_TASK OBJECTIVE_. Copy each line from the entries that the word "halo" appears in.
§
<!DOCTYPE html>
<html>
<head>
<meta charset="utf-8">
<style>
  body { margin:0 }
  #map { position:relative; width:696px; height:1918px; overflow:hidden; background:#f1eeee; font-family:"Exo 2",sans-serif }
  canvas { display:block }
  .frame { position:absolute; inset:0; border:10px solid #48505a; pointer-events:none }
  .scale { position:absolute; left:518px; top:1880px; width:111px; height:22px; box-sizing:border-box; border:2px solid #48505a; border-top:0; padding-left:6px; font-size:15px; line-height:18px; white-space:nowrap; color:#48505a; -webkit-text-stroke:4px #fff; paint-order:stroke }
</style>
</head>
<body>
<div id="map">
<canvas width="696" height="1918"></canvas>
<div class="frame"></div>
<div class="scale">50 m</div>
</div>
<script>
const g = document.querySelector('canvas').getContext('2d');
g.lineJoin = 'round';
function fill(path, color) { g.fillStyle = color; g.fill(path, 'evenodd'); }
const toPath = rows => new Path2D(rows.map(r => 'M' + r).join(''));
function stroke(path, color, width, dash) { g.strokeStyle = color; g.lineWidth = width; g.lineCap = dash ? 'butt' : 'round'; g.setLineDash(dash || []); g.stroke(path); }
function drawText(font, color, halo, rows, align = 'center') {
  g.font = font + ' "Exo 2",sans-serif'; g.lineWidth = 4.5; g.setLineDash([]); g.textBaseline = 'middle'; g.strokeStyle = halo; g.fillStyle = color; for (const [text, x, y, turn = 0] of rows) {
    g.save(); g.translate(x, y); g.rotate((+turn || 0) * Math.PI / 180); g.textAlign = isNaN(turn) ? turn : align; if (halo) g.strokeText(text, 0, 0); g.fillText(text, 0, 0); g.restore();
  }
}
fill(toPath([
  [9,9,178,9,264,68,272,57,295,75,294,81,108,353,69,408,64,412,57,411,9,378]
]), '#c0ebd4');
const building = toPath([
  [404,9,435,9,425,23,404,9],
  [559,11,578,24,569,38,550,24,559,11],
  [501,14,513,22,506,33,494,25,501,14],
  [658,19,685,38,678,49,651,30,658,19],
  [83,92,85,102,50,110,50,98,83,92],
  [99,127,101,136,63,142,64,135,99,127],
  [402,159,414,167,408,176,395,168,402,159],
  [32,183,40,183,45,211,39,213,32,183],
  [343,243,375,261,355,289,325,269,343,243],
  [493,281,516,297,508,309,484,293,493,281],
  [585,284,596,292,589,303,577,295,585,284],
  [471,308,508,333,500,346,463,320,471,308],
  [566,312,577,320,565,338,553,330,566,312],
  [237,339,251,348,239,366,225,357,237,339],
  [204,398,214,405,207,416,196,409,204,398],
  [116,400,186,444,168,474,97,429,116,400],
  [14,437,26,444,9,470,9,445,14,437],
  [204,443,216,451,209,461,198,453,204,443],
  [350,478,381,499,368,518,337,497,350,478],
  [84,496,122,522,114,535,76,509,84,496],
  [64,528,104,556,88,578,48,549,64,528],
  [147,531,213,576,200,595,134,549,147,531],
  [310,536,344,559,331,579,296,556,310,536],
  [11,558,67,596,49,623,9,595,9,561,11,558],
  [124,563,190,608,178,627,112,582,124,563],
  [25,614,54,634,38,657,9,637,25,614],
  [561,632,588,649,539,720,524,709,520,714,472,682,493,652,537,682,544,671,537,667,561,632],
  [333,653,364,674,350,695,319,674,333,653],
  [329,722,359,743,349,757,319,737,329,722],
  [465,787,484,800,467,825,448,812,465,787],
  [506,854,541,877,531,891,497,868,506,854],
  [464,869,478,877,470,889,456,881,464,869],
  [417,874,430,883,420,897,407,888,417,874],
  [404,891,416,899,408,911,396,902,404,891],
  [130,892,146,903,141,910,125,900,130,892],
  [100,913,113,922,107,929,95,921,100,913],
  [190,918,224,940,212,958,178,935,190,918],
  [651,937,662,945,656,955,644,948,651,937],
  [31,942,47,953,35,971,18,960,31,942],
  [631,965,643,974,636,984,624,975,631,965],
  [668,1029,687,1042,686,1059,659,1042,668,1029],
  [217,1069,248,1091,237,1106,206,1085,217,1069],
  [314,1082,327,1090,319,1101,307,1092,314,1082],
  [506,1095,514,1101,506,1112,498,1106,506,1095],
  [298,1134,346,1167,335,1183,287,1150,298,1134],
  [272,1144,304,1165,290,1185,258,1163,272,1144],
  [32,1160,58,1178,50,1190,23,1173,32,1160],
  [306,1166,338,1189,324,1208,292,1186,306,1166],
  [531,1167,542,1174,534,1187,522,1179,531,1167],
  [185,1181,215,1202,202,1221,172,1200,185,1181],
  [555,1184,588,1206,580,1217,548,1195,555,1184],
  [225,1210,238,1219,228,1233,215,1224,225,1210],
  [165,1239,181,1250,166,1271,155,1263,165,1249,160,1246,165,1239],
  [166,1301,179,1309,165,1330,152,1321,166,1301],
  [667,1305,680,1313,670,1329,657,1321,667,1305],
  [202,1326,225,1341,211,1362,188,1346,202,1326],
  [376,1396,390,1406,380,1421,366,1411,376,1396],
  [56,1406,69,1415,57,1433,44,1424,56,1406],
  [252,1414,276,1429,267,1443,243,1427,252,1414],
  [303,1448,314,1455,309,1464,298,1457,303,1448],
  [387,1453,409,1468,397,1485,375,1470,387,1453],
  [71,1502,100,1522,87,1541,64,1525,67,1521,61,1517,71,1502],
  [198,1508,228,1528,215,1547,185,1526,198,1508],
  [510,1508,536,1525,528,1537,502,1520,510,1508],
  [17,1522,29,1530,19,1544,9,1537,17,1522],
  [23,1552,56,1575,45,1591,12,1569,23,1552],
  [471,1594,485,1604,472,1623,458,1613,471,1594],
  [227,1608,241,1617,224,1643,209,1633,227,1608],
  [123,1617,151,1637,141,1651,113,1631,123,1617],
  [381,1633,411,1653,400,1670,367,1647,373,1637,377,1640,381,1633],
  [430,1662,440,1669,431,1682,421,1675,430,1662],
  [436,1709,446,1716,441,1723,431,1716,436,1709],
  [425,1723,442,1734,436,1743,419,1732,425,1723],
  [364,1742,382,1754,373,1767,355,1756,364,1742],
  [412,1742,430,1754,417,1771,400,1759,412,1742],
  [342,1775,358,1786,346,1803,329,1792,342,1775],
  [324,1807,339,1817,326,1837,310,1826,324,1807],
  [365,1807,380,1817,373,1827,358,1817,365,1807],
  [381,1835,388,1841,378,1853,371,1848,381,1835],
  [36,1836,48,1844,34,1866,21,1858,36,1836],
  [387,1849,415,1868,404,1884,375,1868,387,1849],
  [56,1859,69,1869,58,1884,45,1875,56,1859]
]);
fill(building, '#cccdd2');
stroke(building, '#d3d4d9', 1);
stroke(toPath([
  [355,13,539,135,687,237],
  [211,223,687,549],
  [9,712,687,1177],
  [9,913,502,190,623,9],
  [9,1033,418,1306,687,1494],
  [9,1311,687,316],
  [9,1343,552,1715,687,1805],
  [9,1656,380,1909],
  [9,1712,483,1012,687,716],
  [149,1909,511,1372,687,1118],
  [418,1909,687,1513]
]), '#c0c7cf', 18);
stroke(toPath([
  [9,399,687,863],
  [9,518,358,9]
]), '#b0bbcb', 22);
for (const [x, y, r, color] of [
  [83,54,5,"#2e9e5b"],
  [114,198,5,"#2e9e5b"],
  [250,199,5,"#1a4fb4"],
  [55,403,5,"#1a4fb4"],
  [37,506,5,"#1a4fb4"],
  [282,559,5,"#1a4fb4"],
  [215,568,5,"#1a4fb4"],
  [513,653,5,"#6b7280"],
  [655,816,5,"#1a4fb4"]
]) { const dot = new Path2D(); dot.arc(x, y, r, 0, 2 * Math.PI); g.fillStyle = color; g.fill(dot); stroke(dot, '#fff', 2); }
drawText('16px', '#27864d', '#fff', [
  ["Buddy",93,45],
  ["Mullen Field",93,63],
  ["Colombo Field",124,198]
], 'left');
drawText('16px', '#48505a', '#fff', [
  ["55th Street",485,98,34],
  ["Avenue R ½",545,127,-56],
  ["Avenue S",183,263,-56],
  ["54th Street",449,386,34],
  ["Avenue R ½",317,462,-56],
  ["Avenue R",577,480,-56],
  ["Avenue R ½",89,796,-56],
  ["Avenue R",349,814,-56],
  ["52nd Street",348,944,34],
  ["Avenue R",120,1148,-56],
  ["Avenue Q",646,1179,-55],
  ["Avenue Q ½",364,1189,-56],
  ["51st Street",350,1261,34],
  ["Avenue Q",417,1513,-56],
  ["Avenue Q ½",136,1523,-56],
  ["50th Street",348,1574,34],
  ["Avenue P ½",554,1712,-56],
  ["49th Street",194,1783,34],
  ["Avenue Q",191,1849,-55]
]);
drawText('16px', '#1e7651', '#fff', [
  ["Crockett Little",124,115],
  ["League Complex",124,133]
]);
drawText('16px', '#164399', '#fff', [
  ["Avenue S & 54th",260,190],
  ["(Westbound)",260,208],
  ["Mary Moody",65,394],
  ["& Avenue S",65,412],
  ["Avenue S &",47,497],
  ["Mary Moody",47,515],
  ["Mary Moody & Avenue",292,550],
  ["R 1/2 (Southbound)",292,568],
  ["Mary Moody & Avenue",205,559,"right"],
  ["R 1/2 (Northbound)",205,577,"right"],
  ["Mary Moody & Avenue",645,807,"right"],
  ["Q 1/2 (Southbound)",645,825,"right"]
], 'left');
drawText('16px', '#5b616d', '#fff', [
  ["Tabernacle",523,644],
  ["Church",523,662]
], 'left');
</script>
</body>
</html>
§
_SOLUTION FOR THIS PROBLEM_.
function drawText(font, color, halo, rows, align = 'center') {
  g.font = font + ' "Exo 2",sans-serif'; g.lineWidth = 4.5; g.setLineDash([]); g.textBaseline = 'middle'; g.strokeStyle = halo; g.fillStyle = color; for (const [text, x, y, turn = 0] of rows) {
    g.save(); g.translate(x, y); g.rotate((+turn || 0) * Math.PI / 180); g.textAlign = isNaN(turn) ? turn : align; if (halo) g.strokeText(text, 0, 0); g.fillText(text, 0, 0); g.restore();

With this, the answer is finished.